The Diagnosis: Aneurysmal Dermatofibroma

Biopsy of the lesion revealed a circumscribed dermal nodule comprised of storiform arrangements of enlarged, plump, fibrohistiocytic cells punctuated by variably sized clefts and large cystic spaces filled with blood that lacked an endothelial lining. No bizarre nuclear pleomorphism, atypical mitoses, or tumor necrosis were identified. The overlying epidermis exhibited mild acanthosis with broadening of the rete ridges. Proliferative spindled cells entrapped dermal collagen bundles at the periphery. Hemosiderin-laden macrophages were present throughout the proliferation and in the adjacent dermis (Figure). These findings supported the diagnosis of aneurysmal dermatofibroma (ADF).

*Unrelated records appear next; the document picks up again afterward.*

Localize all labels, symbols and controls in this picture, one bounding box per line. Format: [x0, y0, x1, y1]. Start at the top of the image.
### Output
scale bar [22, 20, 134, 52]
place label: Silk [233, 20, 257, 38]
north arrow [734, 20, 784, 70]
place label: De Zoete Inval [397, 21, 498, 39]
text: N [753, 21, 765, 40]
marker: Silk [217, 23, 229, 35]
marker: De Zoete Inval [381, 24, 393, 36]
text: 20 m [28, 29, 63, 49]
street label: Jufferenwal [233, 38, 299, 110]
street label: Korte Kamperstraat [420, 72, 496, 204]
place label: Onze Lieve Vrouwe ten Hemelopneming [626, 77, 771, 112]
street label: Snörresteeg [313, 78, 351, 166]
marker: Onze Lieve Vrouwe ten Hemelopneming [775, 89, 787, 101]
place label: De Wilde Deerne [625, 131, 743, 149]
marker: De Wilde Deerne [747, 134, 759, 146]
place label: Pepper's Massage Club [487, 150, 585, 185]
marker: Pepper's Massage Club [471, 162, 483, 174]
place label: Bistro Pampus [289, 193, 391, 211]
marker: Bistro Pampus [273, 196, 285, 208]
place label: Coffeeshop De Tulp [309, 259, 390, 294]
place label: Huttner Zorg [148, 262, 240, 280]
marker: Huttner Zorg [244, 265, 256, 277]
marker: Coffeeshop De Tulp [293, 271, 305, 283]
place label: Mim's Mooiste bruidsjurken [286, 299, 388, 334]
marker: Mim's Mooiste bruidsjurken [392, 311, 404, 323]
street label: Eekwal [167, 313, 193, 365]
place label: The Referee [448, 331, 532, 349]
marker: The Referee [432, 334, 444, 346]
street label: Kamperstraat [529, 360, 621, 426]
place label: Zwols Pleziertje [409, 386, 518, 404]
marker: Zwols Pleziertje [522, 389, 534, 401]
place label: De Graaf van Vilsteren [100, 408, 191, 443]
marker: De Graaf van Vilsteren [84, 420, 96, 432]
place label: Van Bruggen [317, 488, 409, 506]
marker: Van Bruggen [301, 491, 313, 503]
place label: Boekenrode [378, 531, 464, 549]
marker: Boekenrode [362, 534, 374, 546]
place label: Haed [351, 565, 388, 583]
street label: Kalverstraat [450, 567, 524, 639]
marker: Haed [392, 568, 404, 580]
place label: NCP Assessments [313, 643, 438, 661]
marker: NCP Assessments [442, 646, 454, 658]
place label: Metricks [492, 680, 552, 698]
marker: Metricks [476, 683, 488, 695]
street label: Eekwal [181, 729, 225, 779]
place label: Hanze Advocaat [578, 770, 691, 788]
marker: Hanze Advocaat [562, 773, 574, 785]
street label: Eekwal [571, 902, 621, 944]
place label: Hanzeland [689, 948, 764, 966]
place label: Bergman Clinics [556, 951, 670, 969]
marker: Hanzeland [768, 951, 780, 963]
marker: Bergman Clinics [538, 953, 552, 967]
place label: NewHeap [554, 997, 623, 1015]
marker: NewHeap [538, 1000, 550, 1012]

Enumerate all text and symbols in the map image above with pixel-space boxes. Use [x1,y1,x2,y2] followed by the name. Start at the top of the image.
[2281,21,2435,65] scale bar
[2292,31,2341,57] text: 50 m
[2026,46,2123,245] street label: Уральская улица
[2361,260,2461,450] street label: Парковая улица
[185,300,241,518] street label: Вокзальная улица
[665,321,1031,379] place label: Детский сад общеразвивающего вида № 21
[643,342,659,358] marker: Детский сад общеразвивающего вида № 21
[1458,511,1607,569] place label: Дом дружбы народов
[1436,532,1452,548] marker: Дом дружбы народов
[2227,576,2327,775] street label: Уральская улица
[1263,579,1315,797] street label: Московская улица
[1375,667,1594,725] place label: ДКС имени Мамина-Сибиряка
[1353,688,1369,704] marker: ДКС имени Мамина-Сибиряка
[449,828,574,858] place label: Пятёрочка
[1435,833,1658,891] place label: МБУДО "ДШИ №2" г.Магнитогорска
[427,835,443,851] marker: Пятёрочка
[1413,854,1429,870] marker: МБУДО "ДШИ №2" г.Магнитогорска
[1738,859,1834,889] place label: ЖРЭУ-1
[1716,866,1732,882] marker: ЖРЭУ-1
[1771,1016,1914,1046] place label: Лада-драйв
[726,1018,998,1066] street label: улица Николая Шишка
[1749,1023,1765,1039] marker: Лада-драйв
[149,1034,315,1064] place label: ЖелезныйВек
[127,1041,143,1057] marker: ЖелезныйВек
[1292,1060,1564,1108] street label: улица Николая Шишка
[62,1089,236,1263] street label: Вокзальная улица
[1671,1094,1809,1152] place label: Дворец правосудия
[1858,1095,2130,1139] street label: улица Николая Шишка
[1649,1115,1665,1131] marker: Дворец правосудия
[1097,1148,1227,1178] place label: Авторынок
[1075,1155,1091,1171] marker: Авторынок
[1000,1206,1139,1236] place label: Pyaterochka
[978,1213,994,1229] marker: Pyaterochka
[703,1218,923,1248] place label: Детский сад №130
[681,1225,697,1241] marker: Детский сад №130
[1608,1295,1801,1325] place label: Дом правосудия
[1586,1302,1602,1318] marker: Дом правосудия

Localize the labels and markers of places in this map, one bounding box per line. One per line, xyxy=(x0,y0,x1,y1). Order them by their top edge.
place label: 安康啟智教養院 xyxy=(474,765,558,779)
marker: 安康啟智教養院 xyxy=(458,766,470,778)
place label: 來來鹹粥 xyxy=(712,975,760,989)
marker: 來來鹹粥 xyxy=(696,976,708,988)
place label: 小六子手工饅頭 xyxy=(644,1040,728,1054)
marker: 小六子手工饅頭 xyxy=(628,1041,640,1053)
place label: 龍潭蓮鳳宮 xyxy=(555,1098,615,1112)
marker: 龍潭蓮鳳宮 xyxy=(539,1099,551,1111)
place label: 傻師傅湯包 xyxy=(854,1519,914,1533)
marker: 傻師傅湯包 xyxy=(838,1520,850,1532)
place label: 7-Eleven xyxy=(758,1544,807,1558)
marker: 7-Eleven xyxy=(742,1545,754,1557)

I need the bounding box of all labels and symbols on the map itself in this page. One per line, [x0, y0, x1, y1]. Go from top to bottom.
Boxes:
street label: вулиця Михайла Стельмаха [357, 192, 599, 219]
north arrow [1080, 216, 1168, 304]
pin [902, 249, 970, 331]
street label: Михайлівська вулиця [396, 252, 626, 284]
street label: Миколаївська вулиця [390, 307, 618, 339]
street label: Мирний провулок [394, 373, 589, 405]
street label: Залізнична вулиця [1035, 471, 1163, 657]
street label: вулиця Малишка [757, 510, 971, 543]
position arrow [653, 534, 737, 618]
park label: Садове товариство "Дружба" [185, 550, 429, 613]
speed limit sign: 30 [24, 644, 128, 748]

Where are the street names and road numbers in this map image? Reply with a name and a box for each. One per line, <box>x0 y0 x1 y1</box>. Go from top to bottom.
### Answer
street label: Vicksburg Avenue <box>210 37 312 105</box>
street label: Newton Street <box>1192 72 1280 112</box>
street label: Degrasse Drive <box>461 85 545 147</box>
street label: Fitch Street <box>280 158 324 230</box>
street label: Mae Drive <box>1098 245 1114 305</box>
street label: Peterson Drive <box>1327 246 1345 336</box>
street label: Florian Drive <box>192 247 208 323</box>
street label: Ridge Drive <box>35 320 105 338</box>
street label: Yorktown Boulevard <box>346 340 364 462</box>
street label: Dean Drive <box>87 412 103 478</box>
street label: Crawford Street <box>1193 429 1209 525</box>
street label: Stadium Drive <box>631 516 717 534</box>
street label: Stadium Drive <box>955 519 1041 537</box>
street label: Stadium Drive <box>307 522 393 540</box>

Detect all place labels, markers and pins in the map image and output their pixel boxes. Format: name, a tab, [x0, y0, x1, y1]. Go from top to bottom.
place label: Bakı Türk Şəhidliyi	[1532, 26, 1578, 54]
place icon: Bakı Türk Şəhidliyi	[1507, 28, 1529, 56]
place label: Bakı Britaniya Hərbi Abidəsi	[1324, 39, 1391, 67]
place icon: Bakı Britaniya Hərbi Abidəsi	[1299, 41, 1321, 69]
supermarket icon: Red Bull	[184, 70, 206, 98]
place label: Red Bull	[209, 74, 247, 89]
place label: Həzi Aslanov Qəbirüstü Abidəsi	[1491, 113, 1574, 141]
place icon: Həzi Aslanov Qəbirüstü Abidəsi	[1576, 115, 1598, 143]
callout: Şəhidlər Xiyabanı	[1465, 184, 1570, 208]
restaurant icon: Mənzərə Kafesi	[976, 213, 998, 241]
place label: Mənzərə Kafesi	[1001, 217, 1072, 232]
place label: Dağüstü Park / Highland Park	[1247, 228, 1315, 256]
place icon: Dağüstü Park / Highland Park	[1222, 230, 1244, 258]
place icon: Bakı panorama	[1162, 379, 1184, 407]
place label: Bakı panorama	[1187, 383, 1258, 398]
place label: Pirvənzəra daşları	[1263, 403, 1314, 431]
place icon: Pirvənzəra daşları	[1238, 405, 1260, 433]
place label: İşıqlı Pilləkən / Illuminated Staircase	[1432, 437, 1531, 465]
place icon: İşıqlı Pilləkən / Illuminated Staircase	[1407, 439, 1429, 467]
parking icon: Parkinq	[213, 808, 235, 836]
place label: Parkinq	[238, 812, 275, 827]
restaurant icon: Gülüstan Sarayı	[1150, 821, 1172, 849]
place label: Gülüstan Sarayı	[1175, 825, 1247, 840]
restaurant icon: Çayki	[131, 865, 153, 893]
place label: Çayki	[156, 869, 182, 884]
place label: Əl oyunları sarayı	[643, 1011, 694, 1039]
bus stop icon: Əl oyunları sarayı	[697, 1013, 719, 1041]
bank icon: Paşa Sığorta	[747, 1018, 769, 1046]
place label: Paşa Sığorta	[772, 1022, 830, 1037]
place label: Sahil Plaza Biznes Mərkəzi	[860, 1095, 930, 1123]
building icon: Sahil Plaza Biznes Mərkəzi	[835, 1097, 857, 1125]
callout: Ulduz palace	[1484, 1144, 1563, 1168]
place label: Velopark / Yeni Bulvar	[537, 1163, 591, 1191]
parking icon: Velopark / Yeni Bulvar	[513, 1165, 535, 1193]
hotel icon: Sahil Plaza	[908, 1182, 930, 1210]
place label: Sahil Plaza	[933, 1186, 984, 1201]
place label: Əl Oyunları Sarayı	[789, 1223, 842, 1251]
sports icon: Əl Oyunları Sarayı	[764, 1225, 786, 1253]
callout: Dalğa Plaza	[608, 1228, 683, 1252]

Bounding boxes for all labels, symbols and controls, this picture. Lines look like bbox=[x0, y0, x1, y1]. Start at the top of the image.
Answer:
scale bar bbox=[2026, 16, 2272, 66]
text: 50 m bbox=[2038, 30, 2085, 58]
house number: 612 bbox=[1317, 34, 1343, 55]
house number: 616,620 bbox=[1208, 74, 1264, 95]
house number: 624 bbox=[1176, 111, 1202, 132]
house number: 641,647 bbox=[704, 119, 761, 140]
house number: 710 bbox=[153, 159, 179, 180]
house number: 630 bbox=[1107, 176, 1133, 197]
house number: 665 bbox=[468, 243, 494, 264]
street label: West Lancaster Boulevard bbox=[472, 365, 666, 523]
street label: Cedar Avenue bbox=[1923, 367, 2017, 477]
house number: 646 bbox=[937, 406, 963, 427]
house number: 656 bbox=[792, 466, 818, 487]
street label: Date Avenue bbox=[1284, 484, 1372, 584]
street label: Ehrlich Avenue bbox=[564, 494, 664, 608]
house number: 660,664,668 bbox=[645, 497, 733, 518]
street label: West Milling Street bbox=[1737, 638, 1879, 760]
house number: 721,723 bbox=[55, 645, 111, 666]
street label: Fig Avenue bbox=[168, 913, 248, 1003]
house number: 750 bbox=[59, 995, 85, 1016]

Low-power image showing the classic appearance of aneurysmal dermatofibroma with a characteristic cystic space filled with blood (A)(H&E, original magnification ×10). Storiform arrangement of fibrohistiocytic cells surrounding blood-filled clefts that lack an endothelial lining (B)(H&E, original magnification ×100). Note the dermal collagen trapping at the periphery of the nodule. Higher magnification highlights the plump fibrohistiocytic cells and hemosiderin-laden macrophages (inset; H&E, original magnification ×400).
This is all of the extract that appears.